EXERCISE DIRECTIONS → From the records below, copy every line that contains the word "solid".

LISTED ENTRIES →
______

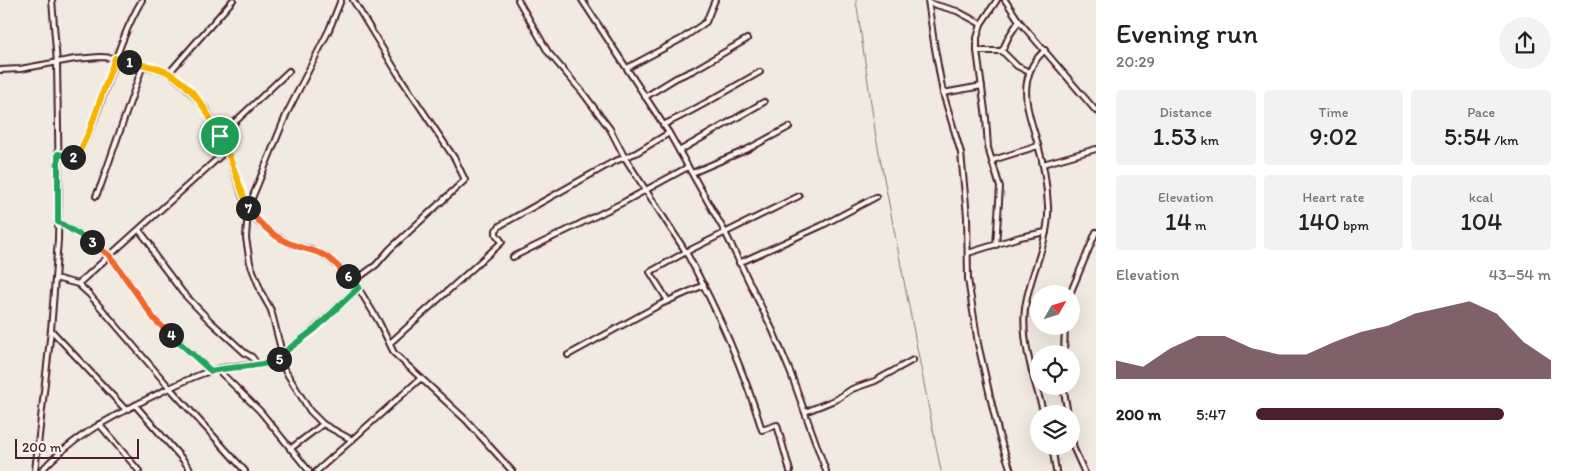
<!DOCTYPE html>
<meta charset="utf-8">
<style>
:root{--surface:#fff;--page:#f2f2f2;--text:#222;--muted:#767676;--accent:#4a1f2b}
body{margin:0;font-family:Itim,sans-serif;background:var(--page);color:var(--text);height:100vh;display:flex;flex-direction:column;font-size:19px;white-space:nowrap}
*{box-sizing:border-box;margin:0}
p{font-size:16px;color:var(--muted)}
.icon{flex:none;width:28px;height:28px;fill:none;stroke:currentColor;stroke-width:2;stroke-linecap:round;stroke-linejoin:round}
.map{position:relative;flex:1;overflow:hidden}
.panel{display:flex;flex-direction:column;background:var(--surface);width:475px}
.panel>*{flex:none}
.needle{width:32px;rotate:51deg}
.controls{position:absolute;left:1030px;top:285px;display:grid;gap:10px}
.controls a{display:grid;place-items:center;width:50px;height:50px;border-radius:50%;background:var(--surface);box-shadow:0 5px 20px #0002;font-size:25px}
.scale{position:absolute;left:15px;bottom:12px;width:124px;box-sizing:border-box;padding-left:5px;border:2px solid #4a1f2b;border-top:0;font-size:14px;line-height:18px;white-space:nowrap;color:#4a1f2b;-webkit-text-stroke:4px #fbf7ec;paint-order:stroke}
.pin{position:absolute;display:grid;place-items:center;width:42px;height:42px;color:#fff;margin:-21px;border:2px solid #fff;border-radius:50%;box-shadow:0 1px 5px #0007}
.km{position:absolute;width:25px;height:25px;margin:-12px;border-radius:50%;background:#222;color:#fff;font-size:14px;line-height:25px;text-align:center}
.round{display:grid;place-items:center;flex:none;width:52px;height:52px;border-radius:26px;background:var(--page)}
.overview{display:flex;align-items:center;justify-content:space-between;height:85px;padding:0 20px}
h1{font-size:28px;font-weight:600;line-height:38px}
.stats{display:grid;grid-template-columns:repeat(3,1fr);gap:8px;height:85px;padding:5px 20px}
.stats div{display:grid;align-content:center;border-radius:5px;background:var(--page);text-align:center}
.stats b{font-size:25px;font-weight:600}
.stats small{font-size:14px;font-weight:400}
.stats p{font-size:14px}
.chart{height:140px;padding:10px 20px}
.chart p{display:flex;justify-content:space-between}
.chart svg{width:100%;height:90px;margin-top:5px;fill:var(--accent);opacity:.7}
ul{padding:0 20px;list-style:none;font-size:16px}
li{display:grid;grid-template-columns:80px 60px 1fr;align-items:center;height:38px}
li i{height:12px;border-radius:6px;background:var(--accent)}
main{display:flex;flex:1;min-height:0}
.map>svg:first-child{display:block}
</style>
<main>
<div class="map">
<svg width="1096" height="471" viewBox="0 0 1096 471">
<rect width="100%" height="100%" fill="#f0eae0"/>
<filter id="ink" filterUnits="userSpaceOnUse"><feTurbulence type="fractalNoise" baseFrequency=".02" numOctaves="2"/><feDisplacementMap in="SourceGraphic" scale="10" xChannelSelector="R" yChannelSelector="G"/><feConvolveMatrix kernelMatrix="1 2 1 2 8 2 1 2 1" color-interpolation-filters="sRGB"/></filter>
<g filter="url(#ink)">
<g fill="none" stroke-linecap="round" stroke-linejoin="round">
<!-- stream -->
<path stroke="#8c6f72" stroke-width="1" d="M856,0L876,137L941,471"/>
<!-- minor casing -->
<g stroke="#4a1f2b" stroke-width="8">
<g id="minor">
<path d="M353,0L398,74L455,159L465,180L390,249L376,265L354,281"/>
<path d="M518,0L548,52L583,93L610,129L625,158L686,252L650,272L668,301"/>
<path d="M582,0L669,133L725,232L773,331L791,374L826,471"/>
<path d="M928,0L934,43L943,93L961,153L967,216L968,279L978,344L999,435L1011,471"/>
<path d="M1005,0L1019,21L1096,111"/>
<path d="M929,3L957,11L981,24"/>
<path d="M1019,21L1009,36L1002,51L1017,66L1029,72"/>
<path d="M977,51H1002"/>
<path d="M627,68L683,38L706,22L715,0"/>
<path d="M0,70L20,69L75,59L100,57L115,58L158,69L169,73L183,84L206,109L212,120L227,150L243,198L258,222L275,235L293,245L310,249L326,256L354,281L379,322L394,353L466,420L512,471"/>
<path d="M169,73L233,0"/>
<path d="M943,93L982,86"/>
<path d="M645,97L676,78L694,70L747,39"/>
<path d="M663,125C696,110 728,90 760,72"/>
<path d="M220,136L289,71"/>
<path d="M679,151L764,102"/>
<path d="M58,154L72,157L78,155C105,106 113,49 142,0"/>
<path d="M993,160L1038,146"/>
<path d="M1043,164L1096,149"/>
<path d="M692,173L746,150L789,127"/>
<path d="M96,196L101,185L143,65"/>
<path d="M58,222L79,234L110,256L155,320L211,371"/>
<path d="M139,230L150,244L155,256L183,293L210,321L245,353L252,357L257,364"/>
<path d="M996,245L1000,187L988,148L986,118L977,51V38L981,24L997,0"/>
<path d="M968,253L1020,237L1046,232"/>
<path d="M513,257L624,202L688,167"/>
<path d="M739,263L821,226L876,197"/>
<path d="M55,278L78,284L89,294L169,387L245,471"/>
<path d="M78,284L227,150"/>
<path d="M1070,294L1096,232"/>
<path d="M51,330L125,409"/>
<path d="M390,343L502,242L496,234V230L501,225L613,162L636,153L669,133"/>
<path d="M282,353C311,335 334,310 359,287"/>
<path d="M1064,354L1065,326"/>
<path d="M568,355L661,304L704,285"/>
<path d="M278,359L310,411L323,424L352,440"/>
<path d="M217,369L260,411L309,471"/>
<path d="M1063,386L1068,414"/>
<path d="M135,405L184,461L191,471"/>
<path d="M805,412L837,399L852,389L875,381L913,360"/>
<path d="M1044,414C1035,382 1021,343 1025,309C1029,274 1050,242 1048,206C1047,186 1044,165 1038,145C1033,126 1023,103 1027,82C1029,69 1035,59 1045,50"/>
<path d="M99,424L139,471"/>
<path d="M1071,433L1074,449L1084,471"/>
<path d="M1052,446L1056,471"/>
<path d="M290,449L323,424"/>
<path d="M35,471L51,330L58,240L59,194L57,63L52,0"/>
<path d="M41,471C72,437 110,418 151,397C172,387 194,375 217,369C235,365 252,366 270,363C276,362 279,359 282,353L271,310L262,294L250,263L246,238L248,208L287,113L329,30L341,0"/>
<path d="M317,471L421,378"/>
<path d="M790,471L777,425L762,430C743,368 717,309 686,252L799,196"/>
</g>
</g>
<!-- minor -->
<use href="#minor" stroke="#fbf7ec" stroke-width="4"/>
</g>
</g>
<g fill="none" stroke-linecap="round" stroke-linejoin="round" filter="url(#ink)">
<!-- split-1 casing -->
<g stroke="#fff" stroke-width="10">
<path id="split-1" d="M129,62C141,64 156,67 167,72C192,85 208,112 220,136"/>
</g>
<!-- split-2 casing -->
<g stroke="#fff" stroke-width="10">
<path id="split-2" d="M73,157L78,155L89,132L115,58L129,62"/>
</g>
<!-- split-3 casing -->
<g stroke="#fff" stroke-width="10">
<path id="split-3" d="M73,157L58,154V222L92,242"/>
</g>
<!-- split-4 casing -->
<g stroke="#fff" stroke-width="10">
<path id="split-4" d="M92,242L110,256L155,320L171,335"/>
</g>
<!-- split-5 casing -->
<g stroke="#fff" stroke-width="10">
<path id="split-5" d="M171,335L211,371C226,367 270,366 279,359"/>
</g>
<!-- split-6 casing -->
<g stroke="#fff" stroke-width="10">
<path id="split-6" d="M279,359L282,354L315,329L359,287L348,276"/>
</g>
<!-- split-7 casing -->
<g stroke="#fff" stroke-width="10">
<path id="split-7" d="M248,208C260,225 274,238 294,245C304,249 314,250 324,255C333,260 340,269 348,276"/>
</g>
<!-- split-8 casing -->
<g stroke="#fff" stroke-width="10">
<path id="split-8" d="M220,136L227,150L248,208"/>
</g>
<!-- split-1 -->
<use href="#split-1" stroke="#f5b400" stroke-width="6"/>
<!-- split-2 -->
<use href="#split-2" stroke="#f5b400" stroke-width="6"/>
<!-- split-3 -->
<use href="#split-3" stroke="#22a559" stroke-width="6"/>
<!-- split-4 -->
<use href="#split-4" stroke="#f0652b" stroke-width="6"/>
<!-- split-5 -->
<use href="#split-5" stroke="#22a559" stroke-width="6"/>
<!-- split-6 -->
<use href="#split-6" stroke="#22a559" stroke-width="6"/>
<!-- split-7 -->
<use href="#split-7" stroke="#f0652b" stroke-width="6"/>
<!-- split-8 -->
<use href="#split-8" stroke="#f5b400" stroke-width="6"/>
</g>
</svg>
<div class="controls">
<a><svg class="needle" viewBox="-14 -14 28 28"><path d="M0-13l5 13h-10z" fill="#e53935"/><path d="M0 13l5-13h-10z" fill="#767676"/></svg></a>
<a><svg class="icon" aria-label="locate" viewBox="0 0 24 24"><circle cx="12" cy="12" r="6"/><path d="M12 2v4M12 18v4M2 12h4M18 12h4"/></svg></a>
<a><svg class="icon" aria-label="layers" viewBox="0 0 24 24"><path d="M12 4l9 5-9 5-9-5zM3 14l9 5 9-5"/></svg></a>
</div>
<div class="scale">200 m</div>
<div class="pin" style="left:220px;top:136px;background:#1e9e55"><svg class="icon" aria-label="arrive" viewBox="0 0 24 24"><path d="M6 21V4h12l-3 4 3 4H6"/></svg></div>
<b class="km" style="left:129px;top:62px">1</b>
<b class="km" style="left:73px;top:157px">2</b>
<b class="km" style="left:92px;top:242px">3</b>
<b class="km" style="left:171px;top:335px">4</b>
<b class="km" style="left:279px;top:359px">5</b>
<b class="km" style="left:348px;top:276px">6</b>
<b class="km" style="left:248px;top:208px">7</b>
</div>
<section class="panel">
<div class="overview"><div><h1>Evening run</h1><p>20:29</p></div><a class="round"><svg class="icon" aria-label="share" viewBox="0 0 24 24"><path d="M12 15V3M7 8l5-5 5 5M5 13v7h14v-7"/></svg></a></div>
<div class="stats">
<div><p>Distance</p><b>1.53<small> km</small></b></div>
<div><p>Time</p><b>9:02</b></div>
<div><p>Pace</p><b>5:54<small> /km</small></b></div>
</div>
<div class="stats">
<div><p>Elevation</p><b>14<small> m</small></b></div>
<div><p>Heart rate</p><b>140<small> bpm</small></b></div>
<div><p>kcal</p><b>104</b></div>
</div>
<div class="chart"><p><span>Elevation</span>43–54 m</p>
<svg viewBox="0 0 160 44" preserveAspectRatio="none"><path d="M0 44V35L10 38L20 29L30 23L40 23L50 29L60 32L70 32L80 26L90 21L100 18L110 12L120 9L130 6L140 12L150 26L160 35V44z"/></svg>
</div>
<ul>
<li><b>200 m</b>5:47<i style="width:84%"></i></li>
</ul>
</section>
</main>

______

OUTPUT FOR THIS TASK →
.scale{position:absolute;left:15px;bottom:12px;width:124px;box-sizing:border-box;padding-left:5px;border:2px solid #4a1f2b;border-top:0;font-size:14px;line-height:18px;white-space:nowrap;color:#4a1f2b;-webkit-text-stroke:4px #fbf7ec;paint-order:stroke}
.pin{position:absolute;display:grid;place-items:center;width:42px;height:42px;color:#fff;margin:-21px;border:2px solid #fff;border-radius:50%;box-shadow:0 1px 5px #0007}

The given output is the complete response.